Download Data Analytics in Digital Humanities Book in PDF, Epub and Kindle

This book covers computationally innovative methods and technologies including data collection and elicitation, data processing, data analysis, data visualizations, and data presentation. It explores how digital humanists have harnessed the hypersociality and social technologies, benefited from the open-source sharing not only of data but of code, and made technological capabilities a critical part of humanities work. Chapters are written by researchers from around the world, bringing perspectives from diverse fields and subject areas. The respective authors describe their work, their research, and their learning. Topics include semantic web for cultural heritage valorization, machine learning for parody detection by classification, psychological text analysis, crowdsourcing imagery coding in natural disasters, and creating inheritable digital codebooks.Designed for researchers and academics, this book is suitable for those interested in methodologies and analytics that can be applied in literature, history, philosophy, linguistics, and related disciplines. Professionals such as librarians, archivists, and historians will also find the content informative and instructive.

Opinion Mining and Text Analytics on Literary Works and Social Media

Opinion Mining and Text Analytics on Literary Works and Social Media
Author: Pantea Keikhosrokiani,Moussa Pourya Asl
Publsiher: Unknown
Total Pages: 135
Release: 2022
Genre: Artificial intelligence
ISBN: 1799895955

Download Opinion Mining and Text Analytics on Literary Works and Social Media Book in PDF, Epub and Kindle

"This book uses artificial intelligence and big data analytics to conduct opinion mining and text analytics on literary works and social media, focusing on theories, method, applications and approaches of data analytic techniques that can be used to extract and analyze data from literary books and social media, in a meaningful pattern"--

Social Data Analytics

Social Data Analytics
Author: Amin Beheshti,Samira Ghodratnama,Mehdi Elahi,Helia Farhood
Publsiher: CRC Press
Total Pages: 251
Release: 2022-08-01
Genre: Business & Economics
ISBN: 9781000644609

Download Social Data Analytics Book in PDF, Epub and Kindle

This book is an introduction to social data analytics along with its challenges and opportunities in the age of Big Data and Artificial Intelligence. It focuses primarily on concepts, techniques and methods for organizing, curating, processing, analyzing, and visualizing big social data: from text to image and video analytics. It provides novel techniques in storytelling with social data to facilitate the knowledge and fact discovery. The book covers a large body of knowledge that will help practitioners and researchers in understanding the underlying concepts, problems, methods, tools and techniques involved in modern social data analytics.
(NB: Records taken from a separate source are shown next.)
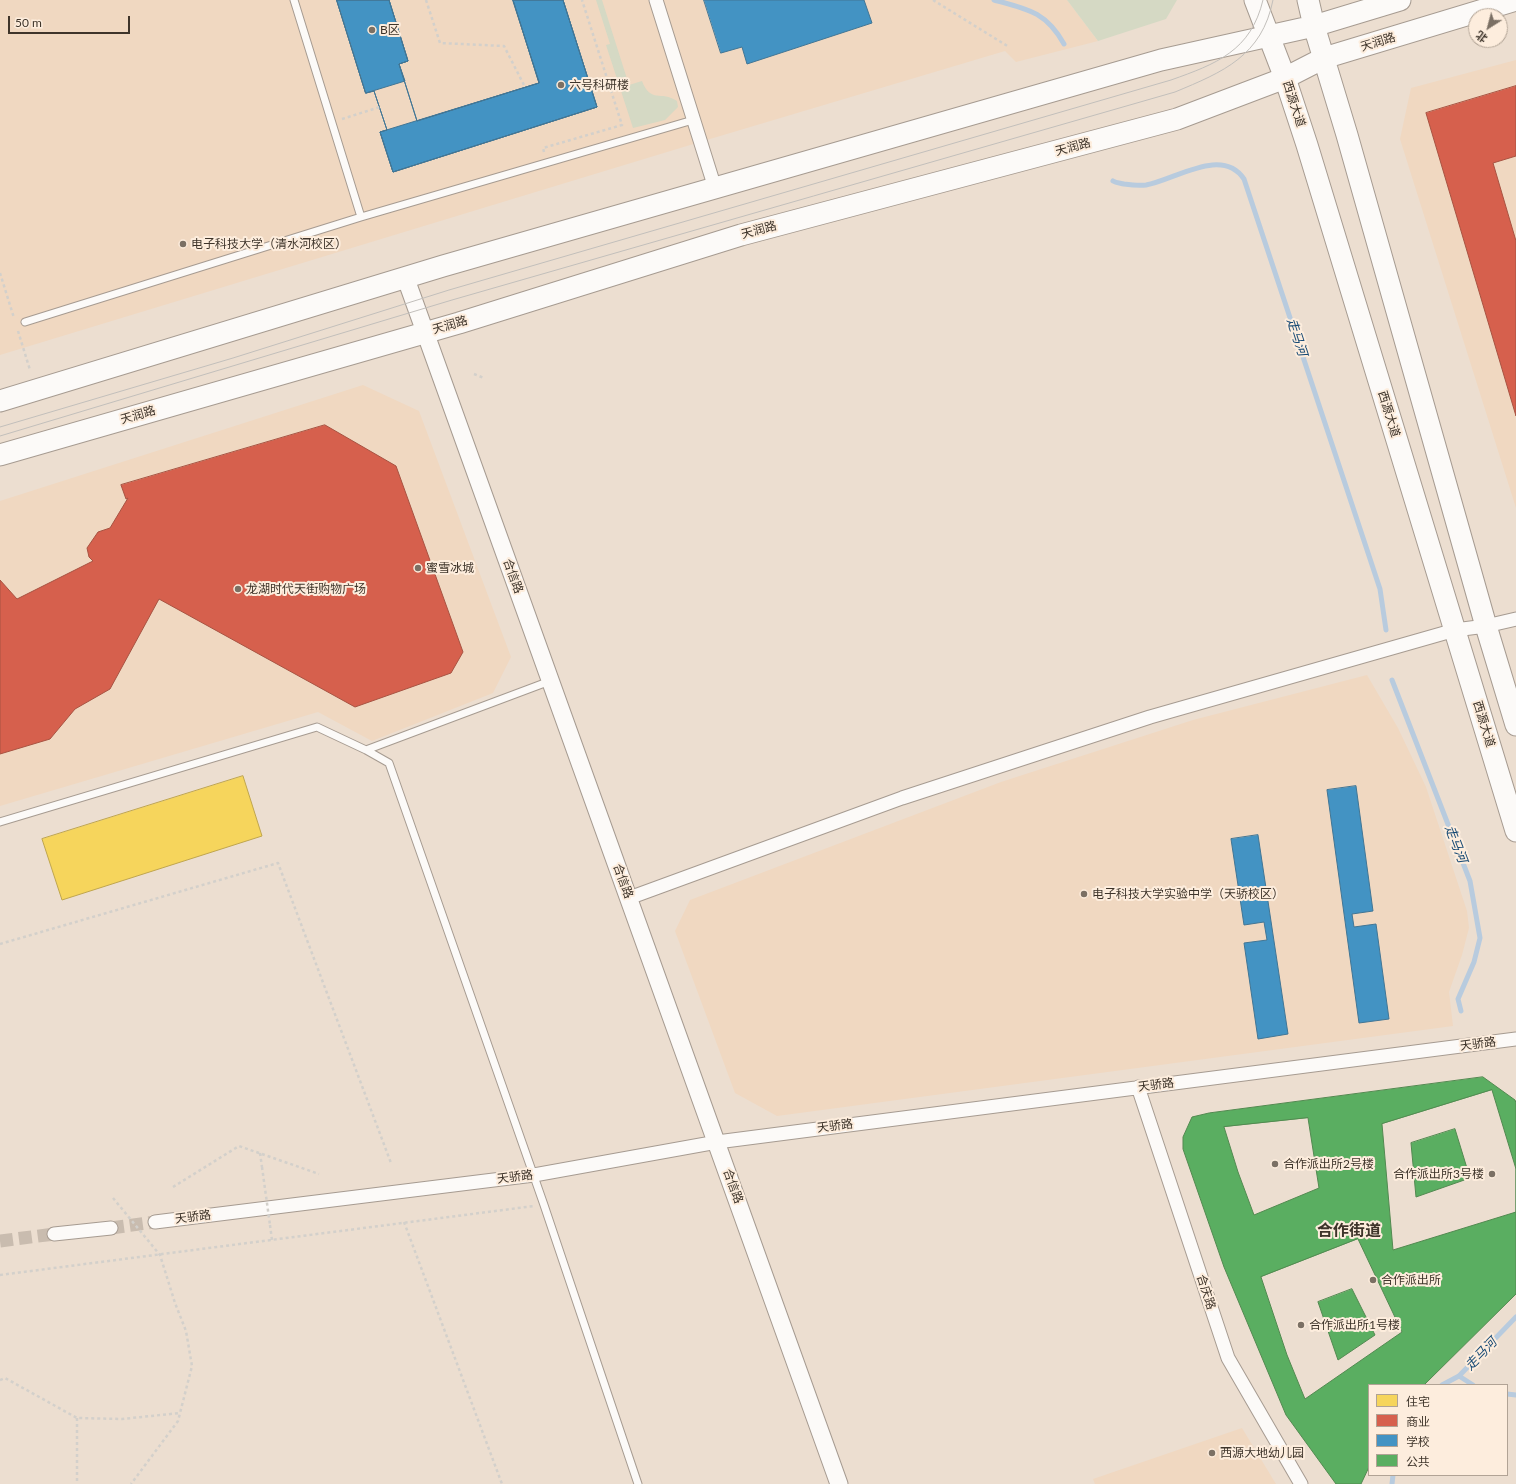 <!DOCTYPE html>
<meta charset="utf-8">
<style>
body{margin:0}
#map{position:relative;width:1516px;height:1484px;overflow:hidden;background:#ecded0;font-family:Lato,"Noto Sans SC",sans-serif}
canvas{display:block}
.legend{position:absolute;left:1368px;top:1384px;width:140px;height:92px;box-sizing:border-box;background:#fdeddd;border:1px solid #b1a395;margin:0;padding:5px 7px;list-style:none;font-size:12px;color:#3e342a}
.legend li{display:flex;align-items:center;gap:8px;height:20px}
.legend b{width:20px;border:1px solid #b1a395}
.north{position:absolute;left:1468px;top:8px;width:40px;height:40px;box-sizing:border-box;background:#fdeddd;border:1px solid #b1a395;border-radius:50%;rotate:216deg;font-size:11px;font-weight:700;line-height:16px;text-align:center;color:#3e342a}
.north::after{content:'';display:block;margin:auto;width:14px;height:18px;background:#7b7064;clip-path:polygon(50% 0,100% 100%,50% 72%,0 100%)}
.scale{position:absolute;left:8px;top:16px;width:122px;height:18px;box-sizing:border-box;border:2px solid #3e342a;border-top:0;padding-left:5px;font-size:12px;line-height:14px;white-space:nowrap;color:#3e342a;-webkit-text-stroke:3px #fdeddd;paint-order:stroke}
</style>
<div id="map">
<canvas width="1516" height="1484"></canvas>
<ul class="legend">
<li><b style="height:11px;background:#f6d55c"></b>住宅</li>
<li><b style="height:11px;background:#d6604d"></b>商业</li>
<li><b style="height:11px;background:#4393c3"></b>学校</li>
<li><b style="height:11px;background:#5aae61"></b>公共</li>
</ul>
<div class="north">北</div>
<div class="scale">50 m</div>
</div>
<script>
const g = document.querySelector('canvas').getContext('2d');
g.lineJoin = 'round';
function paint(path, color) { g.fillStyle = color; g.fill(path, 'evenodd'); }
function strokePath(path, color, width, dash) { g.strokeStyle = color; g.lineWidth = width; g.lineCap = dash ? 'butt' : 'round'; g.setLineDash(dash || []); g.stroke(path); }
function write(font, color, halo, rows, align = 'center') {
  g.font = font + ' Lato,"Noto Sans SC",sans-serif'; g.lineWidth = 4; g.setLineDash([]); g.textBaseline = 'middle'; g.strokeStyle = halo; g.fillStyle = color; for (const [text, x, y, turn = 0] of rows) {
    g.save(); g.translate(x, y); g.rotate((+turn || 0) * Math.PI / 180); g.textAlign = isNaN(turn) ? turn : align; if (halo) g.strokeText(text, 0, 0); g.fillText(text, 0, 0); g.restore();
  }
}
const built = new Path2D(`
 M0,0h1067l31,41 -82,21 -11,-11 -305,91 -700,213z
 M1516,60v448l-116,-369 11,-51z
 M363,385l56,26 92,246 -18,36 -121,48 -54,-29 -318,94v-305z
 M1367,675l31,53 28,59 41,124 2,17 -7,27 -13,37 4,34 -676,90 -42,-23 -60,-162 15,-31 311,-118 192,-62z
 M1242,1428l34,56h-181l-2,-5z`);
const green = new Path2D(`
 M596,0h6l27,85 13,-4c9,23 19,9 35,20l1,6 -13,13 -32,8 -27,-83 4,-1z
 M1067,0h110l-11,19 -68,22z`);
const homes = new Path2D(`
 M243,776l19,60 -200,64 -20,-61z`);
const shops = new Path2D(`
 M1516,86v70l-23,7 23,78v175l-90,-303z
 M325,425l71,41 67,186 -12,21 -96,34 -196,-108 -49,90 -35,20 -25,30 -50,15v-174l17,19 76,-38 -4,-4 -2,-9 11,-16 12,-4 18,-30 -2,1 -5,-14z`);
const schools = new Path2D(`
 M337,0h52l19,61 -9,3 18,57 122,-38 -26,-83h50l34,107 -204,65 -13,-40 7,-2 -13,-39 -8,2z
 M337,0h52l19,61 -9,3 18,57 122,-38 -26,-83h50l34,107 -204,65 -13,-40 7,-2 -13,-39 -8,2z
 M337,0h52l19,61 -9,3 6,17 -39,12z
 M513,0h50l34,107 -204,65 -13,-40 159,-49z
 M704,0h160l8,23 -125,41 -5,-17 -21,6z
 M1356,786l17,125 -21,3 2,13 22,-3 13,95 -30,4 -32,-233z
 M1258,835l30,199 -30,5 -14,-96 23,-3 -3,-18 -20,3 -13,-86z`);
const public = new Path2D(`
 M1483,1077l32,23 1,3v191l-92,91h-55v82l-8,17h-25l-50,-69 -62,-148 -41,-118v-12l9,-20 17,-4z
 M1492,1090l24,79v43l-123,38 -11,-126zM1455,1129l15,49 -54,19 -5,-54z
 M1308,1118l11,70 -65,27 -16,-43 -14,-45z
 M1358,1239l44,93 -97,67 -18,-44 -26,-78zM1352,1289l23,46 -37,25 -20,-58z`);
const stream = new Path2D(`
 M994,0c34,9 52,12 70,44
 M1113,181c3,2 7,2 11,3 7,1 15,2 22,1 29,-5 76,-39 98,-6l136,410 6,41
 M1392,680l78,201 10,57 -6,24 -16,37 3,12
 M1459,1376l14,9
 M1442,1385l17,-9 57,-59
 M1507,1394l9,1
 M1392,1484l1,-9`);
const minorTunnel = new Path2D(`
 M111,1228l44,-6
 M0,1241l54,-7`);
const path = new Path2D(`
 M426,0l14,43 64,3 21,41
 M933,0l76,47
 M342,119l38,-12
 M544,152l-1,-4 79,-23 -40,-125
 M0,273l14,45
 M18,331l12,39
 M474,374l10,4
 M0,944l278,-81 113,300
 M260,1153l2,14
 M173,1187l66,-41 80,28
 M113,1198l47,57 15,48 11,28 6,35 -14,55 -47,63
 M404,1222l98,262
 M270,1225l2,15
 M0,1275l534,-69
 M0,1380l5,-2 72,40 45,1 58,-6
 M77,1418v66`);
const service = new Path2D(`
 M294,0l67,217
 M25,322l336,-105 332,-97
 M366,750l184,-69
 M0,822l317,-95 49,23 23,13 155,442 94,279`);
const minor = new Path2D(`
 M656,0l59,188
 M629,898l273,-100 248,-81 305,-87 31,-4 30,-7
 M1138,1087l90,271 73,126
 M155,1222l379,-47 183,-33 799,-103
 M54,1234l57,-6`);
const tertiary = new Path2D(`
 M406,279l433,1205`);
const primary = new Path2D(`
 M1255,0l30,78 22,67 209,686
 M1308,0l6,26 33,109 139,491 30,99
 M0,401l443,-135 718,-206 153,-34 86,-26
 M0,455l459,-132 282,-88 436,-116 108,-41 39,-20 192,-58`);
const tram = new Path2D(`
 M0,427l233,-69 216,-68 722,-210c45,-16 80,-29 92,-80
 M0,436l452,-136 723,-208c48,-20 87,-36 98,-92`);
const pathBridge = new Path2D(`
 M262,1167l8,58`);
const markers = [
 [372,30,4,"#7b7064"],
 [561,85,4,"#7b7064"],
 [183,244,4,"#7b7064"],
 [418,568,4,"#7b7064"],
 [238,589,4,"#7b7064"],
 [1084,894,4,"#7b7064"],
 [1275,1164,4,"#7b7064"],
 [1492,1174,4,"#7b7064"],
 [1373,1280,4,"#7b7064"],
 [1301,1325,4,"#7b7064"],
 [1212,1453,4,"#7b7064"]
];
const poiNames = [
 ["B区",380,30],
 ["六号科研楼",569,85],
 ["电子科技大学（清水河校区）",191,244],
 ["蜜雪冰城",426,568],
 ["龙湖时代天街购物广场",246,589],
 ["电子科技大学实验中学（天骄校区）",1092,894],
 ["合作派出所2号楼",1283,1164],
 ["合作派出所3号楼",1484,1174,"right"],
 ["合作派出所",1381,1280],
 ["合作派出所1号楼",1309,1325],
 ["西源大地幼儿园",1220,1453]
];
const streetNames = [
 ["天润路",1378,42,-17],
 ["西源大道",1294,104,72],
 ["天润路",1073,147,-15],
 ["天润路",759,230,-15],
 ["天润路",450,325,-16],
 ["西源大道",1389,414,73],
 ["天润路",138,415,-16],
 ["合信路",513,576,70],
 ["西源大道",1484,724,73],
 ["合信路",623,881,70],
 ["天骄路",1478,1044,-7],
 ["天骄路",1156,1085,-7],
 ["天骄路",835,1126,-7],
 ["天骄路",515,1177,-7],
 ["合信路",733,1186,70],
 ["天骄路",193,1217,-7],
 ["合庆路",1206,1292,72]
];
const waterNames = [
 ["走马河",1297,337,72],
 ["走马河",1456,844,69],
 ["走马河",1481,1354,-46]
];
const districtNames = [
 ["合作街道",1349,1231]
];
paint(built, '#f0d8c1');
paint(green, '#d5d9c4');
paint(homes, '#f6d55c');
strokePath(homes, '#bfa54d', 1);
paint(shops, '#d6604d');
strokePath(shops, '#a85342', 1);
paint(schools, '#4393c3');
strokePath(schools, '#427695', 1);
paint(public, '#5aae61');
strokePath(public, '#528950', 1);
strokePath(stream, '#b8cbde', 5);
strokePath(minorTunnel, '#c9bcaf', 13, [13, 6]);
strokePath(service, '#a69b91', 9);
strokePath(minor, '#a69b91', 15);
strokePath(tertiary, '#a69b91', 19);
strokePath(primary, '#a69b91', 23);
strokePath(path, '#d3d0cb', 2.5, [3, 3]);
strokePath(service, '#fcfaf8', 7);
strokePath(minor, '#fcfaf8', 13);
strokePath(tertiary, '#fcfaf8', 17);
strokePath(primary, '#fcfaf8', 21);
strokePath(tram, '#c2bfbb', 1);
strokePath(pathBridge, '#d3d0cb', 2.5, [3, 3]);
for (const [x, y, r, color] of markers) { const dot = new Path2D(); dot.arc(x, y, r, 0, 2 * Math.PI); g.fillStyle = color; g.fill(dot); strokePath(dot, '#fdeddd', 1.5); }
write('12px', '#3e342a', '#fdeddd', poiNames, 'left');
write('12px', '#3e342a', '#fdeddd', streetNames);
write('italic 13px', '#174a75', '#fdeddd', waterNames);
write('bold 16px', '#3e342a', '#fdeddd', districtNames);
</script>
It also provides real-world applications of social data analytics, including: Sales and Marketing, Influence Maximization, Situational Awareness, customer success and Segmentation, and performance analysis of the industry. It provides a deep knowledge in social data analytics by comprehensively classifying the current state of research, by describing in-depth techniques and methods, and by highlighting future research directions. Lecturers will find a wealth of material to choose from for a variety of courses, ranging from undergraduate courses in data science to graduate courses in data analytics.